**How to complete this task:** Work through the data below and copy out every line where "type" is found.

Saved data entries
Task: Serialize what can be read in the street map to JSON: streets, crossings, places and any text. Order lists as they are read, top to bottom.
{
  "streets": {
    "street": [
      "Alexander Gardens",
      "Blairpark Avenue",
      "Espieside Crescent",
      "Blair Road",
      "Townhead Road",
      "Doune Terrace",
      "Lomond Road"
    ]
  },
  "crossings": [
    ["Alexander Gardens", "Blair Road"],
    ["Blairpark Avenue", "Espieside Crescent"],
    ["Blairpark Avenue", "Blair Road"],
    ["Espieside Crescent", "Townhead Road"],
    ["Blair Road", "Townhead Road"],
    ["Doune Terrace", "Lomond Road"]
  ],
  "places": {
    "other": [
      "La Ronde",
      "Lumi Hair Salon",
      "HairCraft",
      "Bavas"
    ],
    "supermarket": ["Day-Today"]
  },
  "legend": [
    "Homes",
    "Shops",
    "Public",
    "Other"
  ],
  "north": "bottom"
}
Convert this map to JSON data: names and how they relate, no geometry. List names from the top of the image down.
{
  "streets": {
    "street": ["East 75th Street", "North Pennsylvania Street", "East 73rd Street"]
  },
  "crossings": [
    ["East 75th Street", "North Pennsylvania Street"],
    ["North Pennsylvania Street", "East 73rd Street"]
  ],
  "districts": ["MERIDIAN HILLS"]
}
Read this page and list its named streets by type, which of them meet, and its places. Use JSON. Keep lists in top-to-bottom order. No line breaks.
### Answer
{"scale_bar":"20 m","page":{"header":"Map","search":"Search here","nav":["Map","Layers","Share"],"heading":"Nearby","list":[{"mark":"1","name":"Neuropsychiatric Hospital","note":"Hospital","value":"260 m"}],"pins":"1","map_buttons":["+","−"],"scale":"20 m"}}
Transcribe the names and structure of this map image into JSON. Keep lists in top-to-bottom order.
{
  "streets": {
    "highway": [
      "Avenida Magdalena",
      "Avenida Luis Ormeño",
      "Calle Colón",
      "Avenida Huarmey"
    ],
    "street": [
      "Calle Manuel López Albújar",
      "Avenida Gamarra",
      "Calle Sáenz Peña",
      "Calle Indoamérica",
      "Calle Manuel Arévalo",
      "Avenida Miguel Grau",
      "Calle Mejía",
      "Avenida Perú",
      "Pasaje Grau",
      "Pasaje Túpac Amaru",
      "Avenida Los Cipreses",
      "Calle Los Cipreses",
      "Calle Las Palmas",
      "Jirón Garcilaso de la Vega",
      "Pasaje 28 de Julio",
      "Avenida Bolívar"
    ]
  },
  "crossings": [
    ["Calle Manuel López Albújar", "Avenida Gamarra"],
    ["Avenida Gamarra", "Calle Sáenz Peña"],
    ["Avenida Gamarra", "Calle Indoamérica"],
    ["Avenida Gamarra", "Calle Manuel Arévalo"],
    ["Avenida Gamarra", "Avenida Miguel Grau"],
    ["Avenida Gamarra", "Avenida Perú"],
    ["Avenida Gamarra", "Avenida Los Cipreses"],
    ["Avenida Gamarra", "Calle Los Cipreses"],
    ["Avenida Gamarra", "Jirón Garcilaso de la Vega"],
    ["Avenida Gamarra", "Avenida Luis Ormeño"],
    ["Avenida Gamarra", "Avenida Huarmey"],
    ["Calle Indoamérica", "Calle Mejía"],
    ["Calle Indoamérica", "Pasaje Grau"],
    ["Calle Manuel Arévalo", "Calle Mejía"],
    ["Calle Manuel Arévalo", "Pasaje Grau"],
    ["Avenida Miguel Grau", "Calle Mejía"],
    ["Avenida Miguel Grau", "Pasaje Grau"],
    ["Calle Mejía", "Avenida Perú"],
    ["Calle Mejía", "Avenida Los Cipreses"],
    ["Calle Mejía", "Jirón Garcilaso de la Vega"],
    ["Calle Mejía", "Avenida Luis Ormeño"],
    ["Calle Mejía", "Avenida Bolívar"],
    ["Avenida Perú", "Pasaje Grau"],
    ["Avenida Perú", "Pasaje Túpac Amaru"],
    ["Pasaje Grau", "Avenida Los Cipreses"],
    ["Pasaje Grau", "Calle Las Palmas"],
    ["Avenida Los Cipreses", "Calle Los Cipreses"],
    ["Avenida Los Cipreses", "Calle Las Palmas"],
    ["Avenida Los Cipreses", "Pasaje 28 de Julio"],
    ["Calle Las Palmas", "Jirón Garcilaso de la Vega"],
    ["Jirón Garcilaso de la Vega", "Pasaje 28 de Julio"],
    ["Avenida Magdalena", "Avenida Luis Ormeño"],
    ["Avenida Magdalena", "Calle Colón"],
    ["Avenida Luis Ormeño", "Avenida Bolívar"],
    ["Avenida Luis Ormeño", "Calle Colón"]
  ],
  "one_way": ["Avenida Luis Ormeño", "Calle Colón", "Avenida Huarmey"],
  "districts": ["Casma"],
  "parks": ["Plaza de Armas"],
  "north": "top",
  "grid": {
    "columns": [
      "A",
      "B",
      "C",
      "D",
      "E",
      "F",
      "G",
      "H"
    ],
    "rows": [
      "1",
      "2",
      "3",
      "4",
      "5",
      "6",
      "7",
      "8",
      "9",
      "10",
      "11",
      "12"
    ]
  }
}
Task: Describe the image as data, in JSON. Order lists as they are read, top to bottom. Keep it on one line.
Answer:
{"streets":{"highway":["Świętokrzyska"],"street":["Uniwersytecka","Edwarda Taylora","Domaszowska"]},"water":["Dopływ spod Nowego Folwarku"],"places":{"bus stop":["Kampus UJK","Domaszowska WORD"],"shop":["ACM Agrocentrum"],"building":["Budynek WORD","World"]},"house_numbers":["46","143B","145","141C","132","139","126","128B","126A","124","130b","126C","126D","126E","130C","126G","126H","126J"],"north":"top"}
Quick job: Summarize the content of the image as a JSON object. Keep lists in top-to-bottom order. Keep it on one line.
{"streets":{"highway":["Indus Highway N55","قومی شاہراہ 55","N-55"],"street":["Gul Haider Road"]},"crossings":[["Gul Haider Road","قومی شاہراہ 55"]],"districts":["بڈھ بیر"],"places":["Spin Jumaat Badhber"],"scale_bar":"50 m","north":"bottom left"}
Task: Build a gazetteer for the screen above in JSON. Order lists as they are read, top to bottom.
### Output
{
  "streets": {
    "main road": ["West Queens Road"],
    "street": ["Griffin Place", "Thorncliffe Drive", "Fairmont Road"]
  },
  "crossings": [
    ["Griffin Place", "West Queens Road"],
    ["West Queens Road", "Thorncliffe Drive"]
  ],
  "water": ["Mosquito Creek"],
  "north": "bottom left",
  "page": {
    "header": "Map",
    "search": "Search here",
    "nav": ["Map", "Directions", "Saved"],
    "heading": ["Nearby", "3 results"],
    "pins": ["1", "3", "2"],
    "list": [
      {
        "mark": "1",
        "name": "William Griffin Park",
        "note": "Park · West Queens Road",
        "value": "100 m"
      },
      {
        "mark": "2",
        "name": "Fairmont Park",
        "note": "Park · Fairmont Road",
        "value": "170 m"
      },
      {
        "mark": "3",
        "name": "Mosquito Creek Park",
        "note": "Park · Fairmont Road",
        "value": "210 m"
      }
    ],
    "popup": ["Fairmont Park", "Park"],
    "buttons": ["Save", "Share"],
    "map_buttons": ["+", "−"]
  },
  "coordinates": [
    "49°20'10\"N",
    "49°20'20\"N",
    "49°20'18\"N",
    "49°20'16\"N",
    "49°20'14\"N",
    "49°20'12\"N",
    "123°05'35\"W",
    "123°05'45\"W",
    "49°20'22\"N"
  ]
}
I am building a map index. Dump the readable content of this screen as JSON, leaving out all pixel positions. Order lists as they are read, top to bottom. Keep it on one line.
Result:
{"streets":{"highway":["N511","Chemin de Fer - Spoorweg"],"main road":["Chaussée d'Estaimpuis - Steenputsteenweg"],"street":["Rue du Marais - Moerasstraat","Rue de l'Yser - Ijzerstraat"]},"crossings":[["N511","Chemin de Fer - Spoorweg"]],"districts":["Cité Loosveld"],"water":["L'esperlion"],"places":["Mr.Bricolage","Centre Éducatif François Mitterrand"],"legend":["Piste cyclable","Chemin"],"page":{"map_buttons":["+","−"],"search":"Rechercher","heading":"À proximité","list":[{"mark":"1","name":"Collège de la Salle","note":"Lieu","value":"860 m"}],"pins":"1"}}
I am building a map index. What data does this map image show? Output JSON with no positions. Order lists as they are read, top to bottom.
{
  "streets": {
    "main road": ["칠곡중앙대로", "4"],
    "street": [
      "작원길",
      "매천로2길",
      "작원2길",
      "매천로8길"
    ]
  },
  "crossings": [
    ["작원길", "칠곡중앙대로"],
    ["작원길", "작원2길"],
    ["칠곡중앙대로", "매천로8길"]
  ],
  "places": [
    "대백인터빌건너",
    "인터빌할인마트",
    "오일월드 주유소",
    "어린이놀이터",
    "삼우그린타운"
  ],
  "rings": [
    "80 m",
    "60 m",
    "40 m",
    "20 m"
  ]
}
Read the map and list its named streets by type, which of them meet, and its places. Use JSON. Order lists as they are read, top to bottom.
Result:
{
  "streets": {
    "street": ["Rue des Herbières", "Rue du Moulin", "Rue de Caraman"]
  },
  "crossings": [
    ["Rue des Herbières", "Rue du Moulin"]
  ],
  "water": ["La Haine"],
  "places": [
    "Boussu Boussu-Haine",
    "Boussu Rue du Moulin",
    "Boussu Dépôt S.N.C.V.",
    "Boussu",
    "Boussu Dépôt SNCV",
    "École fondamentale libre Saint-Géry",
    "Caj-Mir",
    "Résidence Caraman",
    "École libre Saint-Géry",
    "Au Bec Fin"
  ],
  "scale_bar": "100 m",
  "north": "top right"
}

**Answer box:**
Read this page and list its named streets by type, which of them meet, and its places. Use JSON. Keep lists in top-to-bottom order. No line breaks.
Read the map and list its named streets by type, which of them meet, and its places. Use JSON. Order lists as they are read, top to bottom.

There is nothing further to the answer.